*DESCRIPTION OF THE TASK*
Go through the data below and return each line where the string "green" appears.

##### SOURCE RECORDS

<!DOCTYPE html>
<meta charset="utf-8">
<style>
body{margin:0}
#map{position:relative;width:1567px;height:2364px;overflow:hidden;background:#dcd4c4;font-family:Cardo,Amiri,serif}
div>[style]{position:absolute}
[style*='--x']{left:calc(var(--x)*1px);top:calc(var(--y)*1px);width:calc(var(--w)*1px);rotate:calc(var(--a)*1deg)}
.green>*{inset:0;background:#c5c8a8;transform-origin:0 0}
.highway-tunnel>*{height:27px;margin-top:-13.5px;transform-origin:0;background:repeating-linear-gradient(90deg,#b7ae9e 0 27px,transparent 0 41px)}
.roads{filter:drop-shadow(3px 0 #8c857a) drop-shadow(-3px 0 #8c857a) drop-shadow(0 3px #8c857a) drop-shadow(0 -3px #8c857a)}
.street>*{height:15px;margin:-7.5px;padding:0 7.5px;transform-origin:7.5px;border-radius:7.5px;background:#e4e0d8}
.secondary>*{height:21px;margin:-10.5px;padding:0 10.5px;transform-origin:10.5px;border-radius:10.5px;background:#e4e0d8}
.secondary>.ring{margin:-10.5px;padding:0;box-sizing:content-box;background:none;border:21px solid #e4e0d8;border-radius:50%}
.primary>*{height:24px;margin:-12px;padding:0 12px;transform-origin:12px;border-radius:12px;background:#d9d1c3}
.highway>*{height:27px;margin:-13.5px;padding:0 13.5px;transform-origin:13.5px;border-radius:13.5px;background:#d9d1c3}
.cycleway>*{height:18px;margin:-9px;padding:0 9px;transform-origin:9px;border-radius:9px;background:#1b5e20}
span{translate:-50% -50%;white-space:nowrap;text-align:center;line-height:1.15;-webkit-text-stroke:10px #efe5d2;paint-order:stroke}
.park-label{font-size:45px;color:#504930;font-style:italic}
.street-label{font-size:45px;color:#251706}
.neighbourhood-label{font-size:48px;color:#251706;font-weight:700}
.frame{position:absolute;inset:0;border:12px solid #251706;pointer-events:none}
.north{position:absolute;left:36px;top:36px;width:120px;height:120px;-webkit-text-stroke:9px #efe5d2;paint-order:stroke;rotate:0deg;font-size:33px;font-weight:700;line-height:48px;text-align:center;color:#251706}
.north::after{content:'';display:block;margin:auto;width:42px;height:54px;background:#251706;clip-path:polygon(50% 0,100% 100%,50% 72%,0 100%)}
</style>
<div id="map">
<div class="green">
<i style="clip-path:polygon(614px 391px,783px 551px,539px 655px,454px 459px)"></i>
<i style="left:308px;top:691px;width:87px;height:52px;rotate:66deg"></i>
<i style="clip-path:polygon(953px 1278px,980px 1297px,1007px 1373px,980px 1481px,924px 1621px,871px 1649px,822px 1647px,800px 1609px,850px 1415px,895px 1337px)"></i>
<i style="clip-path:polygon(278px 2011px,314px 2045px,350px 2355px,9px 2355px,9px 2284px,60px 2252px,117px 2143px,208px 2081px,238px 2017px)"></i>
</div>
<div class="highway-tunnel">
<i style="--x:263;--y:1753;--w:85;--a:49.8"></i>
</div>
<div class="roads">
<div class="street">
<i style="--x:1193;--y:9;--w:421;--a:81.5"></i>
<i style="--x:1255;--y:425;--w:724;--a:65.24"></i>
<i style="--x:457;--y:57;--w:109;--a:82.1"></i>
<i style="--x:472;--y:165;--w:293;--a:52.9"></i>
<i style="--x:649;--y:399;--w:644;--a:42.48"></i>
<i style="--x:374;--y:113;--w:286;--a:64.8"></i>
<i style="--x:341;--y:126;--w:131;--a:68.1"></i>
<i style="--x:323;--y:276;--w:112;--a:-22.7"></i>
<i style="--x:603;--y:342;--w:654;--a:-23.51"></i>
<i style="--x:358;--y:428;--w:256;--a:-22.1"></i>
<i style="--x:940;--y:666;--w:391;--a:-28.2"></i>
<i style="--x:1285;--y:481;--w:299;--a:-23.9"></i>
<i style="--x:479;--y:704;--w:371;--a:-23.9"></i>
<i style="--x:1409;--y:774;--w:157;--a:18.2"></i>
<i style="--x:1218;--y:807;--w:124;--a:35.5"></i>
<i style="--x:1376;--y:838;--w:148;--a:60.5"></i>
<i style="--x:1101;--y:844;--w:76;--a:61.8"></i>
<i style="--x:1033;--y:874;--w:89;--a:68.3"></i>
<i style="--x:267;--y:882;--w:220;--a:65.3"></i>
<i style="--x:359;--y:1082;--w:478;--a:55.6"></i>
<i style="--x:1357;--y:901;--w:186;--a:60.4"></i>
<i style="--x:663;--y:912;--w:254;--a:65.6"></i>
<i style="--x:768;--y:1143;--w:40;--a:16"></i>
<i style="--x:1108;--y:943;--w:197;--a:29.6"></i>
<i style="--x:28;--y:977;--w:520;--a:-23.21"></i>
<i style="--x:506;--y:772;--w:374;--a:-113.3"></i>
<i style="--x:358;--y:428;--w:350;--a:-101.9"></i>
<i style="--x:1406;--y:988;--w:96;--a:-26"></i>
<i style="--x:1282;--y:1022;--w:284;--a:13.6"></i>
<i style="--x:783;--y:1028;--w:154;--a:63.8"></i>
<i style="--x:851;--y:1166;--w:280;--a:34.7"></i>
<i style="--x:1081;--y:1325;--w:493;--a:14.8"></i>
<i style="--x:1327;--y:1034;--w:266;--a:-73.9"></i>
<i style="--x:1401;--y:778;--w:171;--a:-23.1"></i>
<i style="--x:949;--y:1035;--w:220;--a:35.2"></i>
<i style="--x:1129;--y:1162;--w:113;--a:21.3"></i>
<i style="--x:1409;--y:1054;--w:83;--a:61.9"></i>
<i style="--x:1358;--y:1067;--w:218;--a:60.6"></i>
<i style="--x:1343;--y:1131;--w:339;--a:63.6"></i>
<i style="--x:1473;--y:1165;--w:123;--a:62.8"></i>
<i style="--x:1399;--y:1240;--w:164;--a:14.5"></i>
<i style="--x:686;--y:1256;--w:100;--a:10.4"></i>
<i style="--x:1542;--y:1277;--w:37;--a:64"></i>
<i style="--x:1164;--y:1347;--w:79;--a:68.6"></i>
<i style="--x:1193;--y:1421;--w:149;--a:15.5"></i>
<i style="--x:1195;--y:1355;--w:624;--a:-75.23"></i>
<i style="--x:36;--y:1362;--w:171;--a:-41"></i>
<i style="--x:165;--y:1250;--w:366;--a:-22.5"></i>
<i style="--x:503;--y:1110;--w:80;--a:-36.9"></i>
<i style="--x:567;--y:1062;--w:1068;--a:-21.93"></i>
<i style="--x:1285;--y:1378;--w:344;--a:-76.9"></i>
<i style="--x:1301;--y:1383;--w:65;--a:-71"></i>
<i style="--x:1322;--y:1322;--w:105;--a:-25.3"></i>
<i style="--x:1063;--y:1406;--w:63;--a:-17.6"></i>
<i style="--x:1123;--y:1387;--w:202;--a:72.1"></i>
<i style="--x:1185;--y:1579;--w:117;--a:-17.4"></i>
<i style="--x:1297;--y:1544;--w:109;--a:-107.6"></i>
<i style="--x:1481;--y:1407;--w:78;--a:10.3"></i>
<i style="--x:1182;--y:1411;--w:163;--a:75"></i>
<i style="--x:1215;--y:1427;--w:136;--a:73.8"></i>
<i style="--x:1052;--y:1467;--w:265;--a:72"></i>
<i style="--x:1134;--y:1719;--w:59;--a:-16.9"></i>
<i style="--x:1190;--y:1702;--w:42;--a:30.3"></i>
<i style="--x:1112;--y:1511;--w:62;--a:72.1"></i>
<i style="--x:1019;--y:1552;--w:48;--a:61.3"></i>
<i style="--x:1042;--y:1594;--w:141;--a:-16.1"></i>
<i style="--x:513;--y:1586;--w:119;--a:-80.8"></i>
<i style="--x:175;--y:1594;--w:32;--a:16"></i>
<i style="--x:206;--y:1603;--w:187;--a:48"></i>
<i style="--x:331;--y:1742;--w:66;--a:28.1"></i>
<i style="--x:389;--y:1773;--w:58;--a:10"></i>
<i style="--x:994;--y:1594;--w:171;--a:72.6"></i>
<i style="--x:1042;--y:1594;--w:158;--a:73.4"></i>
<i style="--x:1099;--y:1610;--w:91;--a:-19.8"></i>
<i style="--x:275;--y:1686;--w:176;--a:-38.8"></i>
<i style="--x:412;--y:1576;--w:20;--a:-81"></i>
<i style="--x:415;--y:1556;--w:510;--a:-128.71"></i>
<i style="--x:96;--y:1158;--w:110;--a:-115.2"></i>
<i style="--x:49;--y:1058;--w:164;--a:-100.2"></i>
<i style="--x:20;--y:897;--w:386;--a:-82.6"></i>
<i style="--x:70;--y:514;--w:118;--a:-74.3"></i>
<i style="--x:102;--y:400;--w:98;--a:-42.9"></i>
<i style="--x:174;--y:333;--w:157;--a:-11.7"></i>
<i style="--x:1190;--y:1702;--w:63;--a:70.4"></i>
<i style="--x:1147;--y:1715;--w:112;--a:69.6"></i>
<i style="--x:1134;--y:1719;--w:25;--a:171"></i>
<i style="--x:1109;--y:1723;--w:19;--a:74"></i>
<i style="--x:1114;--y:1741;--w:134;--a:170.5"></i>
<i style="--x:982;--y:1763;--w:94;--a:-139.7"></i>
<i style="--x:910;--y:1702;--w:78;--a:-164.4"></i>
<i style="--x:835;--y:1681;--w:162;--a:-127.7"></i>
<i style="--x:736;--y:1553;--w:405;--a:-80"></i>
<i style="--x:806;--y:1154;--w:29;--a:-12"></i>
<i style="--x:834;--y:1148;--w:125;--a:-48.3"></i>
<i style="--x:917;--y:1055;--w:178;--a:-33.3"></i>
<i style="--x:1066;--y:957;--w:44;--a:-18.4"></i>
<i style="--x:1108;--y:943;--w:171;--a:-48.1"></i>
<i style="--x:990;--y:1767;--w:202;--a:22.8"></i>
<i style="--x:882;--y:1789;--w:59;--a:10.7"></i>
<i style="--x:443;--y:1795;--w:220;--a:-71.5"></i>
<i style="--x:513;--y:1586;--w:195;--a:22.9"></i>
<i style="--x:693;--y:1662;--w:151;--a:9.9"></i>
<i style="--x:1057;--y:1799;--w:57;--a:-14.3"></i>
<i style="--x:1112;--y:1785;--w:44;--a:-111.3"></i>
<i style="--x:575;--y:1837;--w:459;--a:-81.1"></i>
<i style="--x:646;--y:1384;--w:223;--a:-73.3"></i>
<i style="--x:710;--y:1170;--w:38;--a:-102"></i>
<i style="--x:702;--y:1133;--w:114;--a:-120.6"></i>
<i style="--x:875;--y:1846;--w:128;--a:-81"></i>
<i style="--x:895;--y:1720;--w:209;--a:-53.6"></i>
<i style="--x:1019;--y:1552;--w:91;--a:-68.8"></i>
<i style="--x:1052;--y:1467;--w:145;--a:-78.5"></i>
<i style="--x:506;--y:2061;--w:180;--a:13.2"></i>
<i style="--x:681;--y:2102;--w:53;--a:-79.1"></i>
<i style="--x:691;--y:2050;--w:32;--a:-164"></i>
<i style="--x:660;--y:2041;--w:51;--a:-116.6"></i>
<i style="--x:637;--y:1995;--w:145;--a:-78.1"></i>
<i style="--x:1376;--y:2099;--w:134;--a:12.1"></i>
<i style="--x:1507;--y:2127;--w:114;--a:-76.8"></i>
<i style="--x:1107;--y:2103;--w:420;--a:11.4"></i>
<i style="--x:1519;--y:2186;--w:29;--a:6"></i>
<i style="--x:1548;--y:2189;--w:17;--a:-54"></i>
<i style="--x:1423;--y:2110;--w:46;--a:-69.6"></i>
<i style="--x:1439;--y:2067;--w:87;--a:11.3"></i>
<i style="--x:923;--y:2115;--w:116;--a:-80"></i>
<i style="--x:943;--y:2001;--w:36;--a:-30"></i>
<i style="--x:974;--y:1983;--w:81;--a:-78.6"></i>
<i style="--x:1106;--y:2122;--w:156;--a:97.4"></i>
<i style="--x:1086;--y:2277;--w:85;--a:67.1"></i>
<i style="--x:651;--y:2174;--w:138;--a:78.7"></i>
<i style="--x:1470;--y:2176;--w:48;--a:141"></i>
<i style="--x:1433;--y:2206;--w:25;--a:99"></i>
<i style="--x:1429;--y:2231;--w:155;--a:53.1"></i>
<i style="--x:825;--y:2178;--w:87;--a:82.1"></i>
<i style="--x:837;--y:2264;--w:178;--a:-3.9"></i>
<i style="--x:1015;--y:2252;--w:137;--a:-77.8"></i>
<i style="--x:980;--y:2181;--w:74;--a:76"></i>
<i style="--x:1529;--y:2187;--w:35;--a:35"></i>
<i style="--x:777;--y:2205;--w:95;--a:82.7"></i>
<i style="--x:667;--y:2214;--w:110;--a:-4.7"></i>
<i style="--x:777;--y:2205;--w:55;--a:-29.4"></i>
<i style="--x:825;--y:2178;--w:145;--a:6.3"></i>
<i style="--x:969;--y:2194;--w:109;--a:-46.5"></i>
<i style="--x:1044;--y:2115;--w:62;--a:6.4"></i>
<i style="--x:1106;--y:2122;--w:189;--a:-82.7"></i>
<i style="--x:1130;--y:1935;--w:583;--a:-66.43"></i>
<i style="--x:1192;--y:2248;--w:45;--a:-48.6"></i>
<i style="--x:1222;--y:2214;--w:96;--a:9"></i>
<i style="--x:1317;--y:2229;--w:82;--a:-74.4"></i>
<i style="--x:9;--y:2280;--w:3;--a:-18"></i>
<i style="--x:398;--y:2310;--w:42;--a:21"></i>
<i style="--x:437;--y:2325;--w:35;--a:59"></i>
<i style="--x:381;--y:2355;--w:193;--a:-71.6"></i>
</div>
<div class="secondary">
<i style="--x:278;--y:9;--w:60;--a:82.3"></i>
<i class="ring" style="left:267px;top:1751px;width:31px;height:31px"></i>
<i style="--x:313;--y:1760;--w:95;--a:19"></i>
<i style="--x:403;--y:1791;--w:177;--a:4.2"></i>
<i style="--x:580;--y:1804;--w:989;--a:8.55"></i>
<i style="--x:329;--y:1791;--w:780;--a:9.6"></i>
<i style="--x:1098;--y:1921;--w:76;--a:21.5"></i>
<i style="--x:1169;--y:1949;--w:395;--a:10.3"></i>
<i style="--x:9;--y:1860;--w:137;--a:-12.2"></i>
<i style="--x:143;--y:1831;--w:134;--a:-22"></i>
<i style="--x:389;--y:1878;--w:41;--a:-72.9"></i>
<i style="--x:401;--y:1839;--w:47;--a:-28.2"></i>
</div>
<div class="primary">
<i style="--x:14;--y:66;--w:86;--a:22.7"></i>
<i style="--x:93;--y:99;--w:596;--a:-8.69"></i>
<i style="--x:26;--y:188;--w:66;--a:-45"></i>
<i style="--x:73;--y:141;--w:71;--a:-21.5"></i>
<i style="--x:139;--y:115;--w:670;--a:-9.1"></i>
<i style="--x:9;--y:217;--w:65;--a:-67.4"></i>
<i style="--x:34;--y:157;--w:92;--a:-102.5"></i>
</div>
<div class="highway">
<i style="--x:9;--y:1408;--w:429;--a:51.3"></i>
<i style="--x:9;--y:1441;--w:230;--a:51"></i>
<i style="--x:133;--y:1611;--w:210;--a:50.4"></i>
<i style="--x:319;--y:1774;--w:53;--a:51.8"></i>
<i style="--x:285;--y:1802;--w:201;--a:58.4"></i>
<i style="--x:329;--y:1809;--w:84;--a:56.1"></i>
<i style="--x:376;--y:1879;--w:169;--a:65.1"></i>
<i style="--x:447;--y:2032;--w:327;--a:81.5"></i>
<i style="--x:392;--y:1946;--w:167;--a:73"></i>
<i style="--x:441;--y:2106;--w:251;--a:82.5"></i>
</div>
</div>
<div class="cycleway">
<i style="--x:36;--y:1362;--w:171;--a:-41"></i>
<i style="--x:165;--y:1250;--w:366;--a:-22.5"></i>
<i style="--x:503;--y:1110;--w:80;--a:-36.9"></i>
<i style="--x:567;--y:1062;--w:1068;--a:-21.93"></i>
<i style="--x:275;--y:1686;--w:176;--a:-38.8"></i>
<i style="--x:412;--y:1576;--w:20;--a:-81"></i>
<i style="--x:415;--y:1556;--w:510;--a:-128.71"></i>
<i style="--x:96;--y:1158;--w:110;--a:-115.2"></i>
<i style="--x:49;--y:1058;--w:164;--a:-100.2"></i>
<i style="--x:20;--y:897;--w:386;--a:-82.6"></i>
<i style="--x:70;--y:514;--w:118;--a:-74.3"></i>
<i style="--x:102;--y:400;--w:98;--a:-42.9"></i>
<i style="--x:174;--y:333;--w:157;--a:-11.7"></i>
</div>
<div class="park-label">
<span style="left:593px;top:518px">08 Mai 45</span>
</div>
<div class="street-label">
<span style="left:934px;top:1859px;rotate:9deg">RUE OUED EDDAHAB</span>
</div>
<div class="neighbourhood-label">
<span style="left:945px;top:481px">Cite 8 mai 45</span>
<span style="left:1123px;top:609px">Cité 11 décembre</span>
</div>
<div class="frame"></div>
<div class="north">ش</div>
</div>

##########

*OUTPUT BELOW*
.green>*{inset:0;background:#c5c8a8;transform-origin:0 0}
<div class="green">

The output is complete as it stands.